Григорий Степанович тяжело вздохнул, сунул в рот последний кусочек немецкого сала, скомкал газету, в которую оно завёрнуто было, да и выбросил ту в приоткрытую дверь теплушки. Кажется, у Петровича ещё остатки самогона были. До Воронежа время есть, тащится эшелон медленно. Может, успеет запах выветриться?..
[16.07.1940, 10:12 (мск). Немного восточнее Витебска, железнодорожные пути]
Гришка Лепшин с трудом забрался по крутой насыпи и протянул руку, чтобы помочь влезть следом за собой Саньке. А то Саньке тяжело, он картошку в подоле рубахи тащит, неудобно ему.
Это они с утра сегодня молодой картошки на огороде бабки Матрёны надёргали, пока та на колодец за водой ходила. Ваську они послали к колодцу, бабку Матрёну заболтать, а сами вдвоём на огород её пролезли. А Лопух что? Лопух — он Лопух и есть. Ему косточку принесли куриную, он и доволен. Тоже мне, сторож! Косточку схрумкал, а потом сам прибежал, помогать картошку с грядок хозяйки выкапывать. Бестолковый он сильно. Не столько выкапывал, сколько мешался.

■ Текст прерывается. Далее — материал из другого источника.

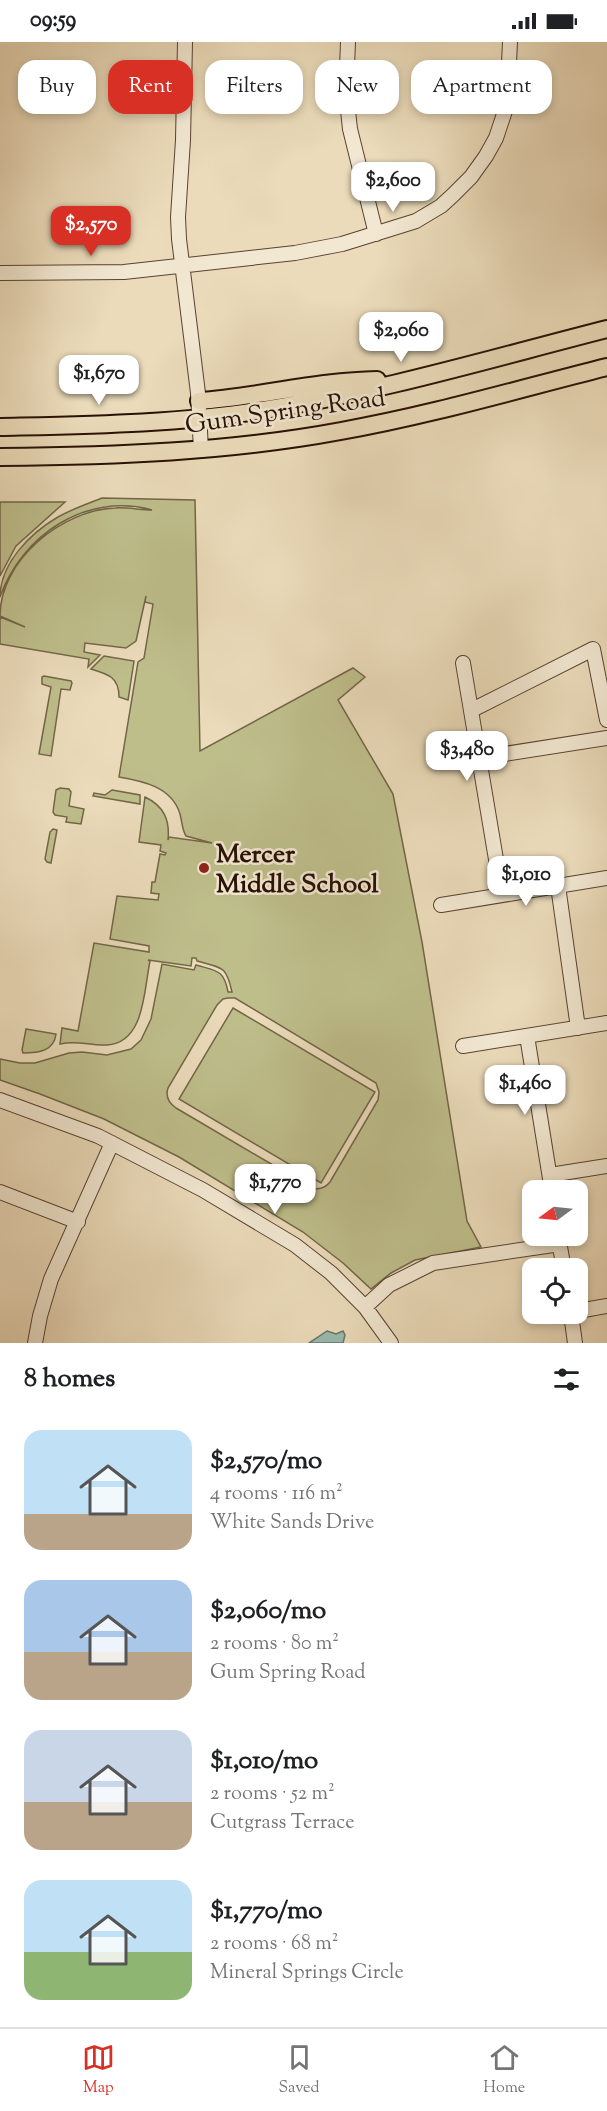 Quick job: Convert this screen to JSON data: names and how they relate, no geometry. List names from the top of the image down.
{
  "streets": {
    "main road": ["Gum Spring Road"]
  },
  "places": ["Mercer Middle School"],
  "north": "left",
  "page": {
    "status": "09:59",
    "chip": [
      "Buy",
      "Rent",
      "Filters",
      "New",
      "Apartment"
    ],
    "price": [
      "$2,600",
      "$2,570",
      "$2,060",
      "$1,670",
      "$3,480",
      "$1,010",
      "$1,460",
      "$1,770"
    ],
    "heading": "8 homes",
    "list": [
      {
        "name": "$2,570/mo",
        "note": "4 rooms · 116 m² · White Sands Drive"
      },
      {
        "name": "$2,060/mo",
        "note": "2 rooms · 80 m² · Gum Spring Road"
      },
      {
        "name": "$1,010/mo",
        "note": "2 rooms · 52 m² · Cutgrass Terrace"
      },
      {
        "name": "$1,770/mo",
        "note": "2 rooms · 68 m² · Mineral Springs Circle"
      }
    ],
    "tabs": ["Map", "Saved", "Home"]
  }
}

Вот, надёргали они картошки, а теперь, значит, на речку идут, на место их секретное. Там и накупаются вволю, и картошки в золе напекут. О, а вот это кстати! Гришка нагнулся и поднял застрявшую между шпал скомканную газету. Иностранная. Отлично, растопкой будет. С газетой-то костёр быстрее и проще развести, не нужно со щепочками мудохаться.
Но где же Васька-то? Обещал по дороге нагнать, но что-то не нагнал. И не видно его сзади. Пожалуй, это не он бабку Матрёну уболтал, а бабка Матрёна — его. Это она может. Язык у неё вот ей-ей как помело. Болтать любит — спасу нет никакого…

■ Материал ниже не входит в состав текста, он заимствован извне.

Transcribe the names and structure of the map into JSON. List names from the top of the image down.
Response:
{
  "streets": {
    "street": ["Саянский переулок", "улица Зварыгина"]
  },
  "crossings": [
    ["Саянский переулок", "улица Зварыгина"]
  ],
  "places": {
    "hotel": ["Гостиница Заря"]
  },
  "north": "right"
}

[16.07.1940, 10:26 (мск). Немного восточнее Витебска, развилка грунтовой дороги]
… То есть как не знаешь?
— Товарищ полковник, ну не знаю я, где тут поворачивать. Я первый раз этой дорогой еду.
— А карта есть у тебя?
— Откуда? Нет у меня никакой карты.
— Разгильдяй! Два наряда вне очереди.
— Есть два наряда вне очереди.
— Придётся вернуться в ту деревню, что мы минут десять назад проезжали, да там и спросить. Разворачивай.
— Есть. О, товарищ полковник, смотрите, ребята. Давайте их спросим.

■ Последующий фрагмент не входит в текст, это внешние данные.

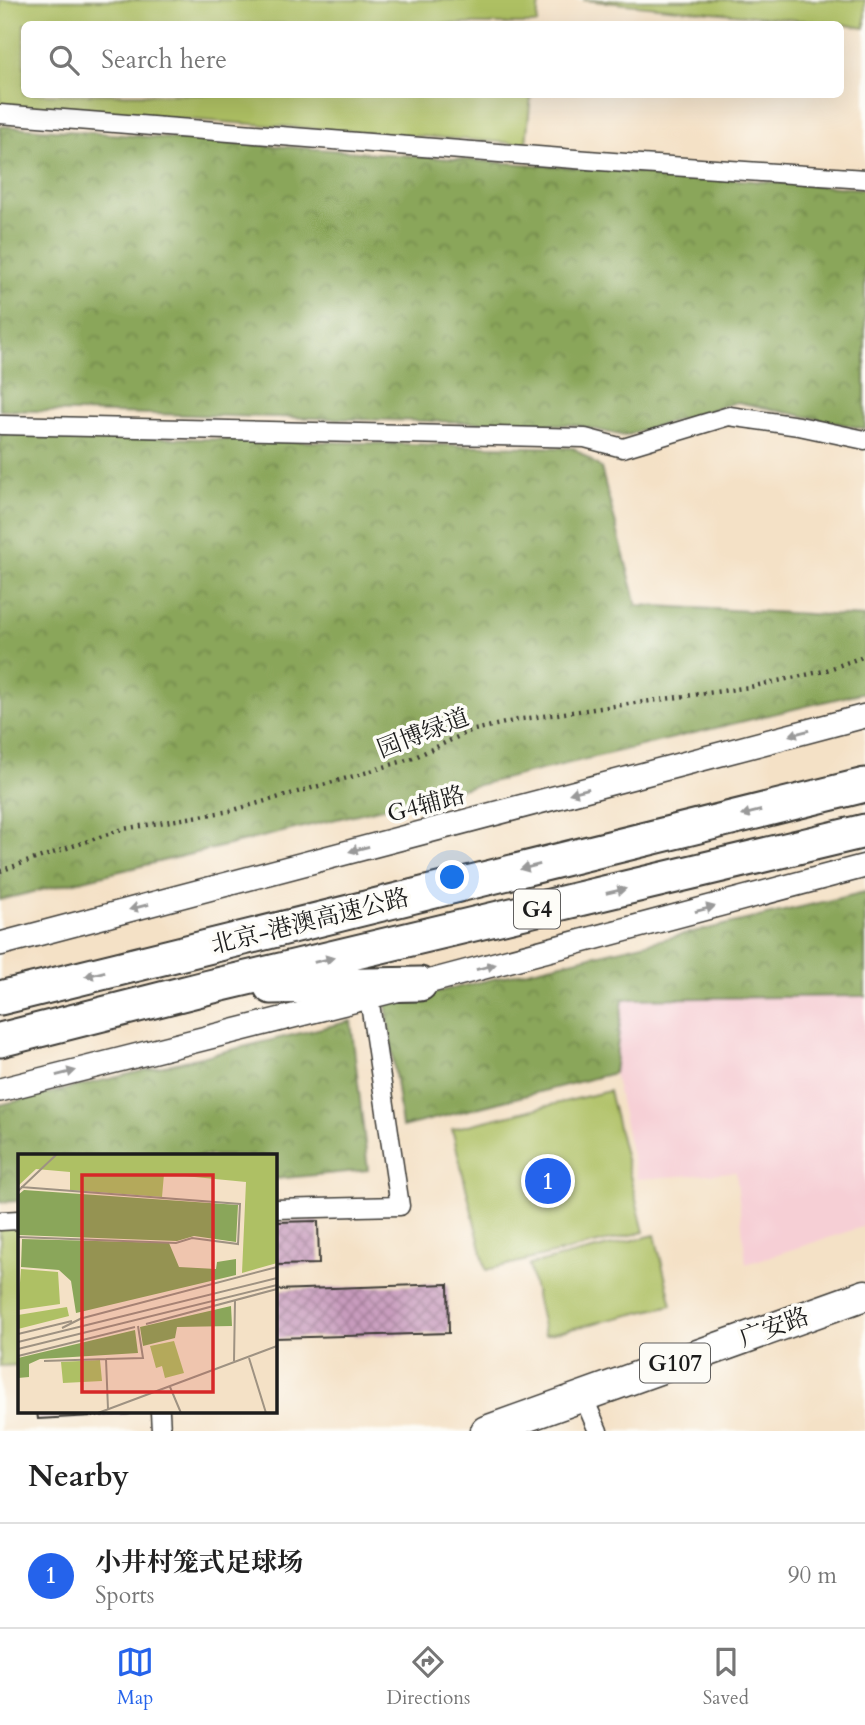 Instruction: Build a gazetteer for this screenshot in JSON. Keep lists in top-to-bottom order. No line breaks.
{"streets":{"highway":["G4","北京-港澳高速公路","广安路","G107"],"street":["G4辅路"],"path":["园博绿道"]},"page":{"search":"Search here","pins":"1","heading":"Nearby","list":[{"mark":"1","name":"小井村笼式足球场","note":"Sports","value":"90 m"}],"nav":["Map","Directions","Saved"]}}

— Где? — полковник Колычев оглянулся по сторонам, разглядел выбирающихся метрах в пятидесяти из кустов на дорогу двух мальчишек, кивнул, вылез из машины и громко крикнул им: — Эй, ребята, а ну, идите сюда!
Мальчишки, немного робея, подошли ближе. Один нёс в руке мятую газету, а у другого что-то было в подоле рубахи.
— Ребята, — обратился к ним Колычев, когда они приблизились метра на три. — Ребята, выручайте, заплутали мы. На Витебск нам куда поворачивать?
— На Витебск?
— Ну! Налево или направо?
— На Витебск туда вам лучше, — кивнул головой на правую дорогу мальчишка.